Enough sick puppies for six lifetimes: ‘Notorious’ puppy-mill outlet closes

June 11, 2009

For as long as this place has been open, it has been the very model of a puppy-mill retail outlet, selling sick puppies to people who didn’t know or care the cruelty they were supporting.  Seeing it shuttered has really made my afternoon:

On Monday, notorious Florida-based puppy retailer Wizard of Claws filed for bankruptcy, resulting in the shuttering of the store and the seizure by the bankruptcy trustee of the store’s remaining puppy inventory. When The Humane Society of the United States learned the bankruptcy trustee intended to auction off the remaining puppies housed at the store, an anonymous donor stepped in to sponsor the dogs, and The HSUS brokered a deal to have all 32 dogs placed for adoption into loving, permanent homes.

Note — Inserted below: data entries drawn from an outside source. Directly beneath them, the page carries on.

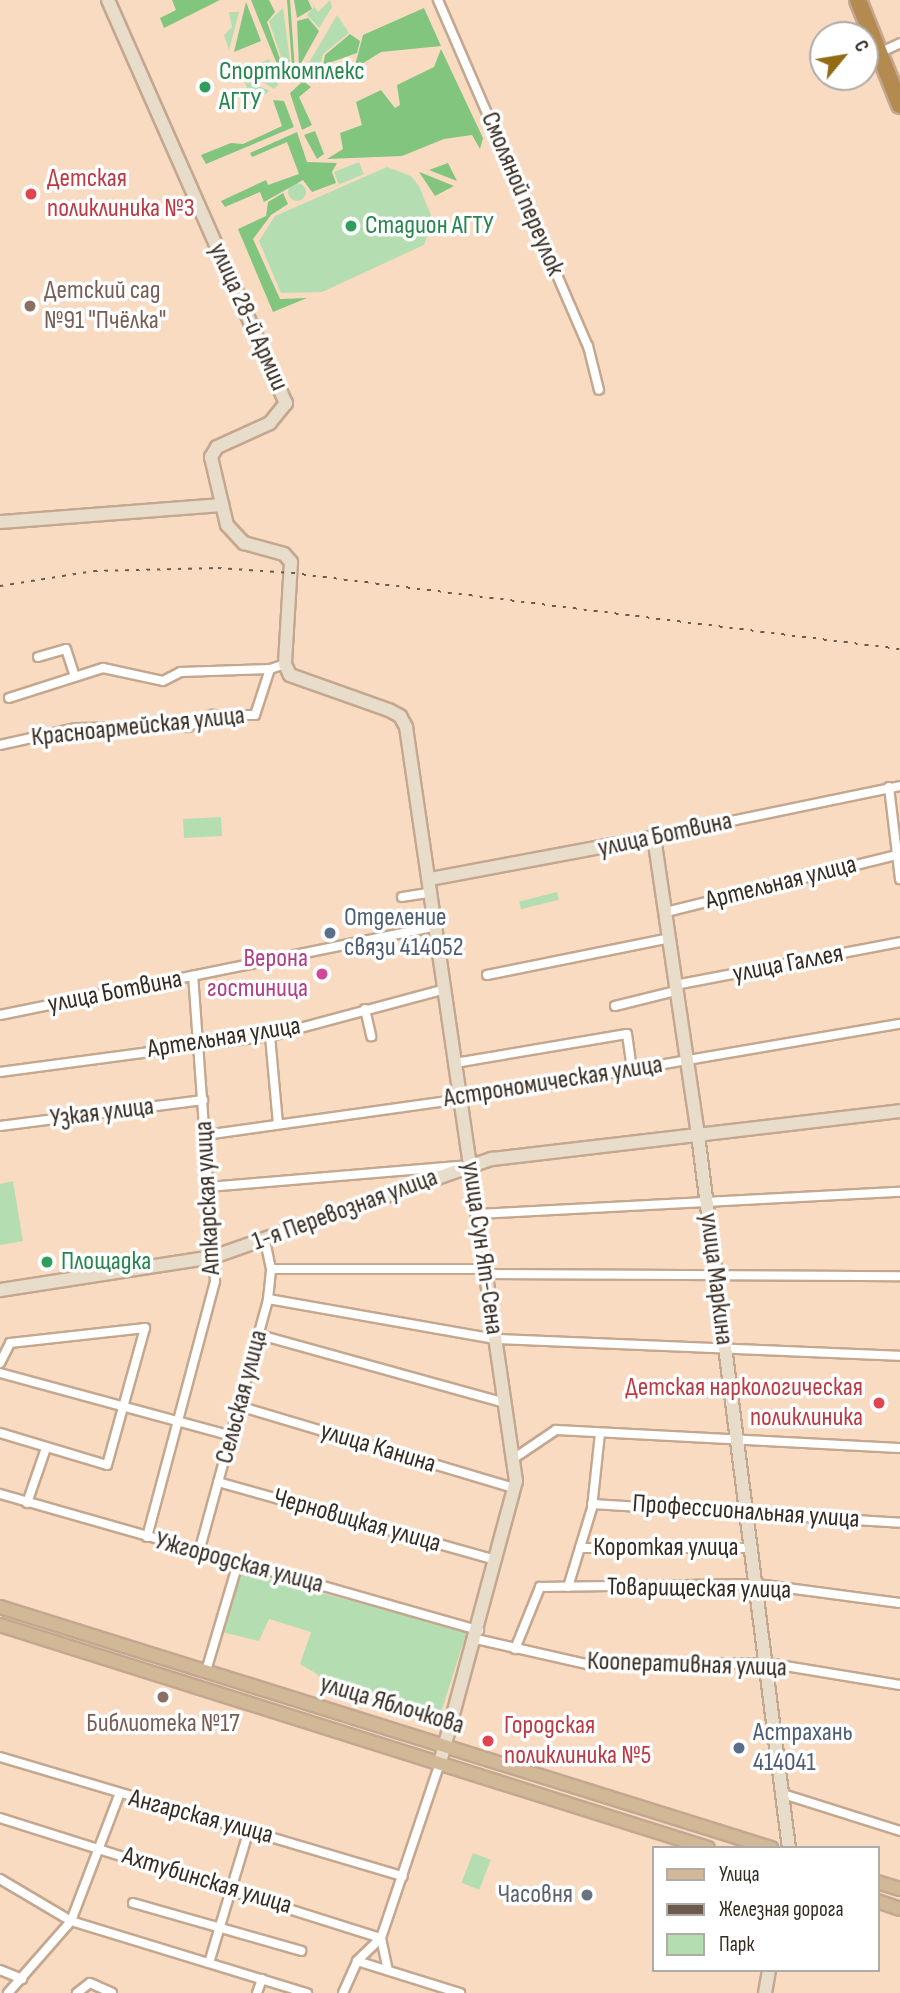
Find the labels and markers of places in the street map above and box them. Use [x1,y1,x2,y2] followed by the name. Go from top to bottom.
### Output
[219,56,365,118] place label: Спорткомплекс АГТУ
[197,79,213,95] marker: Спорткомплекс АГТУ
[47,163,195,224] place label: Детская поликлиника №3
[21,184,41,204] marker: Детская поликлиника №3
[365,210,494,242] place label: Стадион АГТУ
[343,218,359,234] marker: Стадион АГТУ
[44,275,166,336] place label: Детский сад №91 "Пчёлка"
[22,298,38,314] marker: Детский сад №91 "Пчёлка"
[344,902,463,964] place label: Отделение связи 414052
[322,925,338,941] marker: Отделение связи 414052
[207,943,308,1004] place label: Верона гостиница
[314,966,330,982] marker: Верона гостиница
[61,1246,151,1278] place label: Площадка
[39,1254,55,1270] marker: Площадка
[625,1372,863,1434] place label: Детская наркологическая поликлиника
[869,1393,889,1413] marker: Детская наркологическая поликлиника
[155,1689,171,1705] marker: Библиотека №17
[86,1708,240,1740] place label: Библиотека №17
[504,1710,651,1772] place label: Городская поликлиника №5
[753,1717,853,1778] place label: Астрахань 414041
[478,1731,498,1751] marker: Городская поликлиника №5
[731,1740,747,1756] marker: Астрахань 414041
[497,1879,573,1911] place label: Часовня
[579,1887,595,1903] marker: Часовня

The closure comes on the heels of a recent ruling by a Broward County judge refusing to dismiss a major class action lawsuit filed by Humane Society of the United States members and other individuals against Wizard of Claws for selling sick and dying puppies through its retail pet store and over the Internet to hundreds of unsuspecting consumers.

The 32 puppies seized by the bankruptcy trustee will be transferred to the custody of The HSUS and the Broward County Humane Society today. The dogs, which include Yorkies, Chihuahuas, Maltese, Pomeranians, Dachshunds, and Shih-tzus, will each be given evaluations and medical inspections as well as any needed veterinary treatment before being offered for adoption.

Here’s the rest. Lucky for those puppies, but not for their parents, and all the other still trapped in cruel puppy mills. How to stop this: Don’t buy from a pet store or an Internet site that offers lots of different breeds or mixes. Adopt from a shelter or rescue group, or buy from a reputable, compassionate breeder.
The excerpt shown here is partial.